P08 — Deep Feedforward ANN

Aim

To construct, train, and evaluate a Deep Feedforward Artificial Neural Network (ANN) featuring exactly four hidden layers using backpropagation to classify articles of clothing from the Fashion MNIST dataset.

Prerequisites

Python Programming

TensorFlow / Keras

Neural Network Architectures

Backpropagation

Gradient Descent Optimization

Multi-class Classification

Theory

A Deep Feedforward Neural Network (or Multilayer Perceptron) consists of an input layer, an output layer, and multiple hidden layers (in this experiment, exactly four). The term "deep" specifically refers to having more than one hidden layer, which allows the network to learn hierarchical and more complex feature representations of the input data.
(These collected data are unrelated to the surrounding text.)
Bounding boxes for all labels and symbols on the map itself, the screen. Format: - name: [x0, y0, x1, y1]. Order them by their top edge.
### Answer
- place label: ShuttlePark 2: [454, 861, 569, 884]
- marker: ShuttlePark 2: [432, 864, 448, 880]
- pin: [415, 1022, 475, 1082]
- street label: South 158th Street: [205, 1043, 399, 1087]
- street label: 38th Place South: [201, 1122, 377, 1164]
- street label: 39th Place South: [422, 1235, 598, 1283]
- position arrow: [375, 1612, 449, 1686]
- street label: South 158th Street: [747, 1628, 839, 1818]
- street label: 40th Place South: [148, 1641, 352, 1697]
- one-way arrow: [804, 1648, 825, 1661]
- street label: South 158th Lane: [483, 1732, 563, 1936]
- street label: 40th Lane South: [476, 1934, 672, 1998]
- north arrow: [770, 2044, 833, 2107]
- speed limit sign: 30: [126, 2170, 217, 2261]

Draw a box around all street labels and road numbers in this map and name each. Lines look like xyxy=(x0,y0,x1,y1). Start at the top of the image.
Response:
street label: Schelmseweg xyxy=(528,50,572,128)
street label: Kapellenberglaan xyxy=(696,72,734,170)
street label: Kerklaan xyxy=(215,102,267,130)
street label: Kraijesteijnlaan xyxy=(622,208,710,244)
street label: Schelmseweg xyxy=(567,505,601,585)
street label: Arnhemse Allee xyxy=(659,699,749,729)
The network learns through an algorithm called Backpropagation. During training, the forward pass calculates the network's prediction and the resulting loss (error). Backpropagation then moves backward through the network, computing the gradient of the loss with respect to each weight using the chain rule of calculus. An optimizer like Adam uses these gradients to update the weights, minimizing the overall loss over multiple iterations (epochs).
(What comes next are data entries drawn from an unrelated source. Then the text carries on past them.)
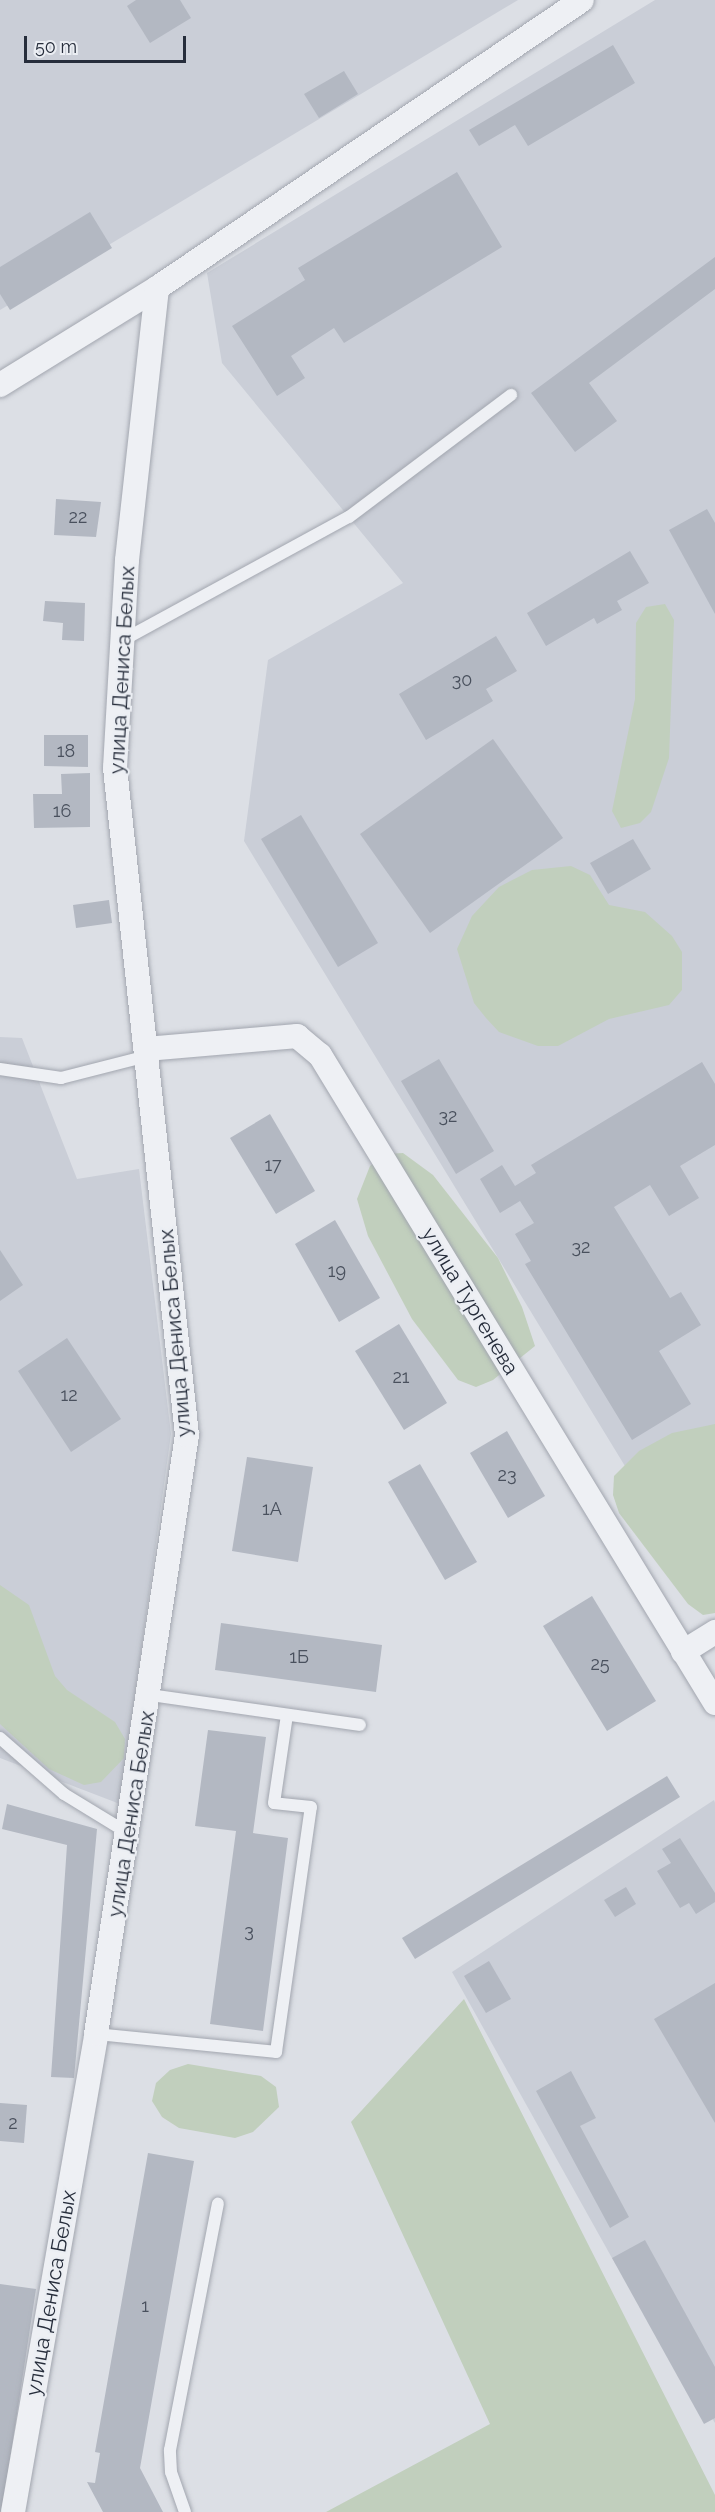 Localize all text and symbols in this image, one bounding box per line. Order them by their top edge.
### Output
scale bar [27,24,189,62]
text: 50 m [35,36,77,57]
house number: 22 [69,506,87,528]
street label: улица Дениса Белых [104,565,140,775]
house number: 30 [452,669,472,691]
house number: 18 [57,740,75,762]
house number: 16 [53,800,71,822]
house number: 32 [439,1105,457,1127]
house number: 17 [264,1154,282,1176]
street label: улица Тургенева [416,1222,524,1380]
street label: улица Дениса Белых [153,1228,197,1438]
house number: 32 [572,1236,590,1258]
house number: 19 [328,1260,346,1282]
house number: 21 [392,1366,410,1388]
house number: 12 [60,1384,78,1406]
house number: 23 [498,1464,516,1486]
house number: 1А [262,1498,282,1520]
house number: 1Б [289,1646,309,1668]
house number: 25 [590,1653,610,1675]
street label: улица Дениса Белых [102,1709,160,1919]
house number: 3 [244,1920,254,1942]
house number: 2 [8,2112,18,2134]
street label: улица Дениса Белых [20,2188,82,2398]
house number: 1 [141,2295,149,2317] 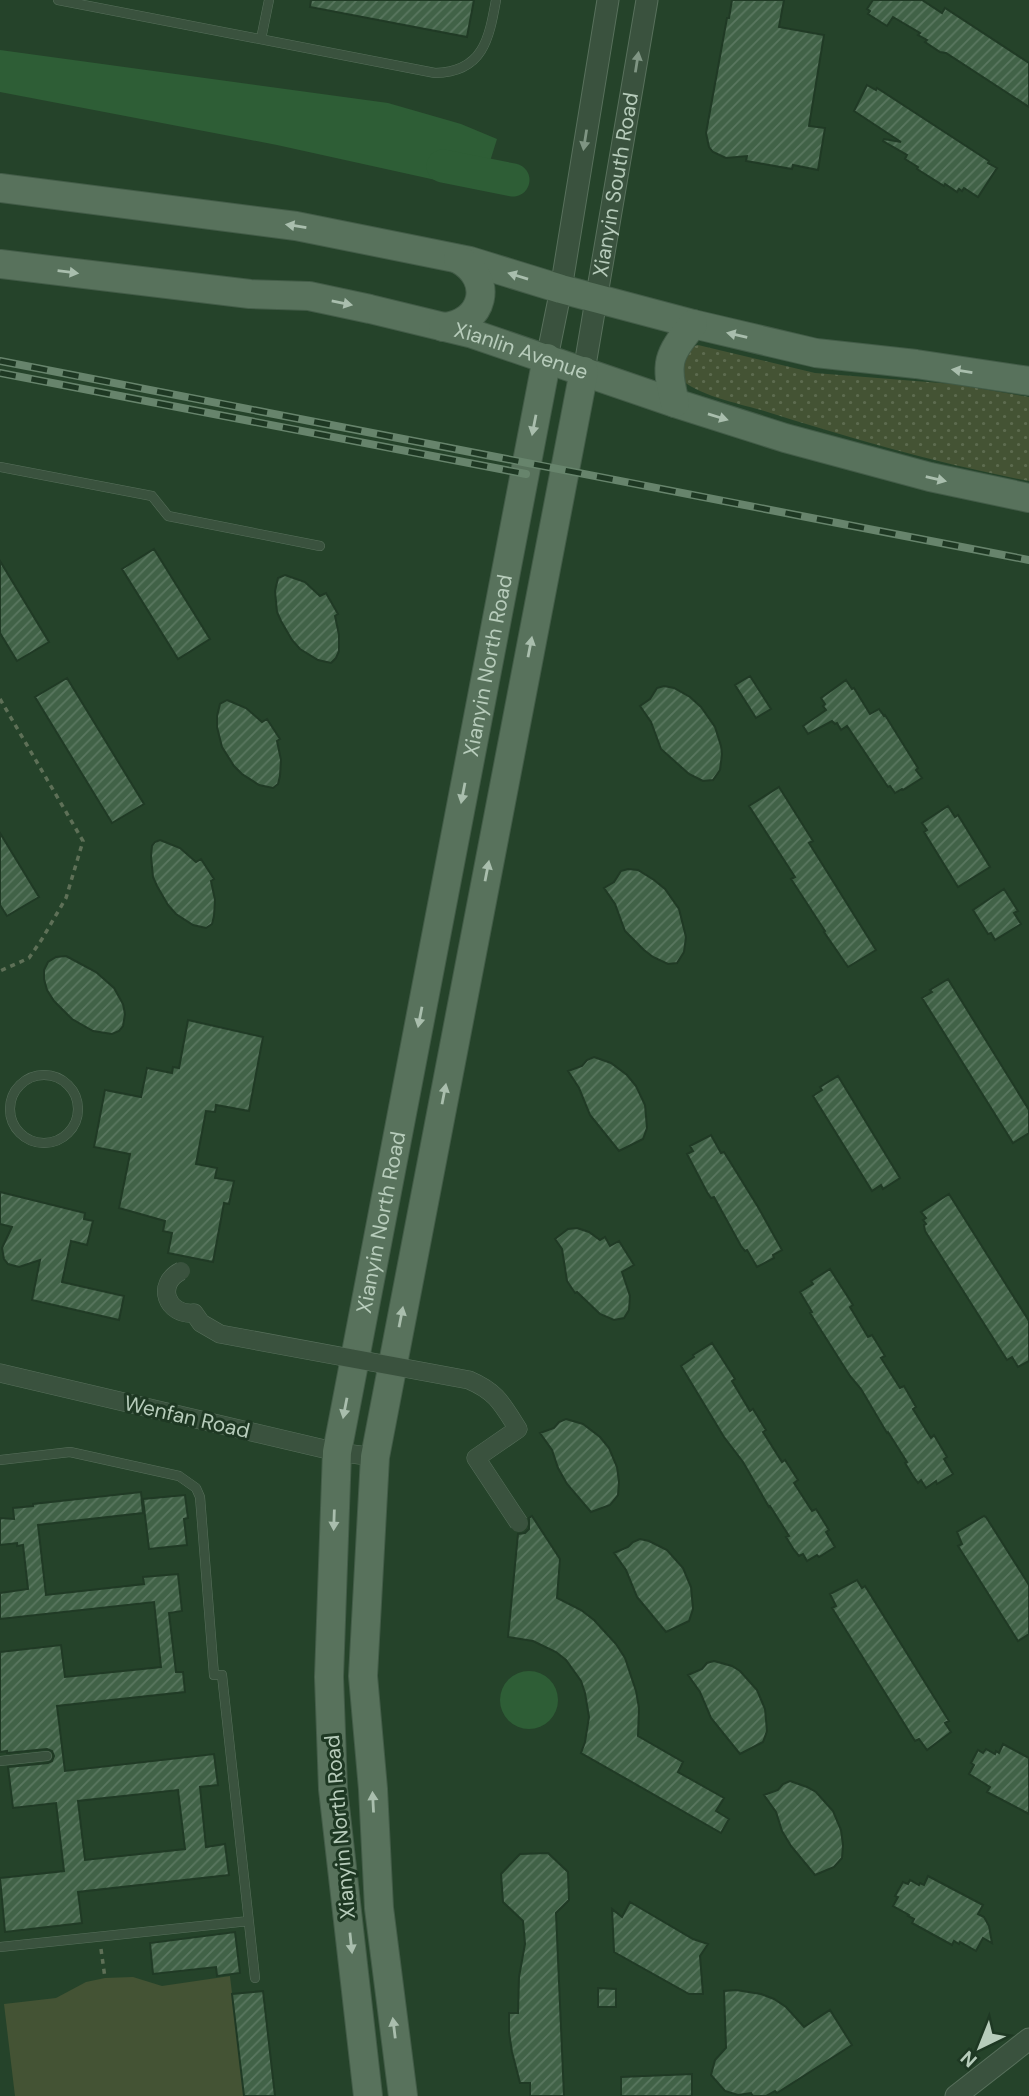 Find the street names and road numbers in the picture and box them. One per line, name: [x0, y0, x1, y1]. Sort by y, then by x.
street label: Xianyin South Road: [586, 90, 645, 279]
street label: Xianlin Avenue: [451, 316, 592, 386]
street label: Xianyin North Road: [457, 572, 519, 759]
street label: Xianyin North Road: [350, 1129, 412, 1316]
street label: Wenfan Road: [122, 1389, 252, 1445]
street label: Xianyin North Road: [318, 1734, 362, 1920]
A common architectural design in deep ANNs is to use a funnel structure. The first hidden layer has a large number of neurons, and subsequent layers progressively decrease in size (e.g., 256 → 128 → 64 → 32). This acts as a form of feature compression, forcing the network to distill the high-dimensional raw pixel data into low-dimensional, highly discriminative semantic features before the final classification layer.
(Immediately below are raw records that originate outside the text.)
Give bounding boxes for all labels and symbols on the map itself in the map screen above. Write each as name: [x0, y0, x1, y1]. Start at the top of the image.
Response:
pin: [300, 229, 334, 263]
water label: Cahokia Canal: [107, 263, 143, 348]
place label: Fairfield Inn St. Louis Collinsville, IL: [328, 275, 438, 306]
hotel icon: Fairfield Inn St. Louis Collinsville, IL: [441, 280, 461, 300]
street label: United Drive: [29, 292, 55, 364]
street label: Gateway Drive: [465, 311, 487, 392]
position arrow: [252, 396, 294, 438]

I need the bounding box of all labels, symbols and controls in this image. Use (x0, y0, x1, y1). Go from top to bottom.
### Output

In this practical, we utilize the Fashion MNIST dataset. It serves as a direct drop-in replacement for the original MNIST dataset, containing 70,000 28x28 grayscale images representing 10 different categories of clothing (e.g., T-shirts, trousers, sneakers). It poses a slightly harder challenge for simple ANNs compared to handwritten digits.

Algorithm / Step-by-Step

Import the tensorflow and matplotlib.pyplot libraries.
Load the Fashion MNIST dataset using keras.datasets.fashion_mnist.load_data().
Normalize the image pixel values from the range [0, 255] to [0.0, 1.0] to facilitate stable gradient descent.
Initialize a Sequential model.
Add a Flatten layer to unroll the 28x28 2D images into a 784-element 1D array.
Add four sequential hidden Dense layers with decreasing units (256, 128, 64, 32) and apply the ReLU activation function to each.
Add an output Dense layer with 10 units (for the 10 clothing classes) using a softmax activation function.
Compile the model using the 'adam' optimizer, 'sparse_categorical_crossentropy' loss, and 'accuracy' metrics.
Train the model using model.fit() on the training data for 15 epochs, setting aside 20% of the data for validation.
Plot the training and validation accuracy curves over the epochs.
Evaluate final model performance on the unseen test dataset.

Key Code Concepts

Snippet 1 — Defining the 4-Hidden-Layer Architecture

model = tf.keras.models.Sequential([
    # Input layer
    tf.keras.layers.Flatten(input_shape=(28, 28)),

    # Hidden Layer 1
    tf.keras.layers.Dense(256, activation='relu', name='Hidden_Layer_1'),
    # Hidden Layer 2
    tf.keras.layers.Dense(128, activation='relu', name='Hidden_Layer_2'),
    # Hidden Layer 3
    tf.keras.layers.Dense(64, activation='relu', name='Hidden_Layer_3'),
    # Hidden Layer 4
    tf.keras.layers.Dense(32, activation='relu', name='Hidden_Layer_4'),

    # Output Layer (10 classes for Fashion MNIST)
    tf.keras.layers.Dense(10, activation='softmax', name='Output_Layer')
])

This snippet explicitly defines a multi-layer perceptron. The Flatten layer is mandatory to convert 2D image data into the 1D vector required by standard Dense layers. Naming the layers helps clarify the structure when printing the model summary.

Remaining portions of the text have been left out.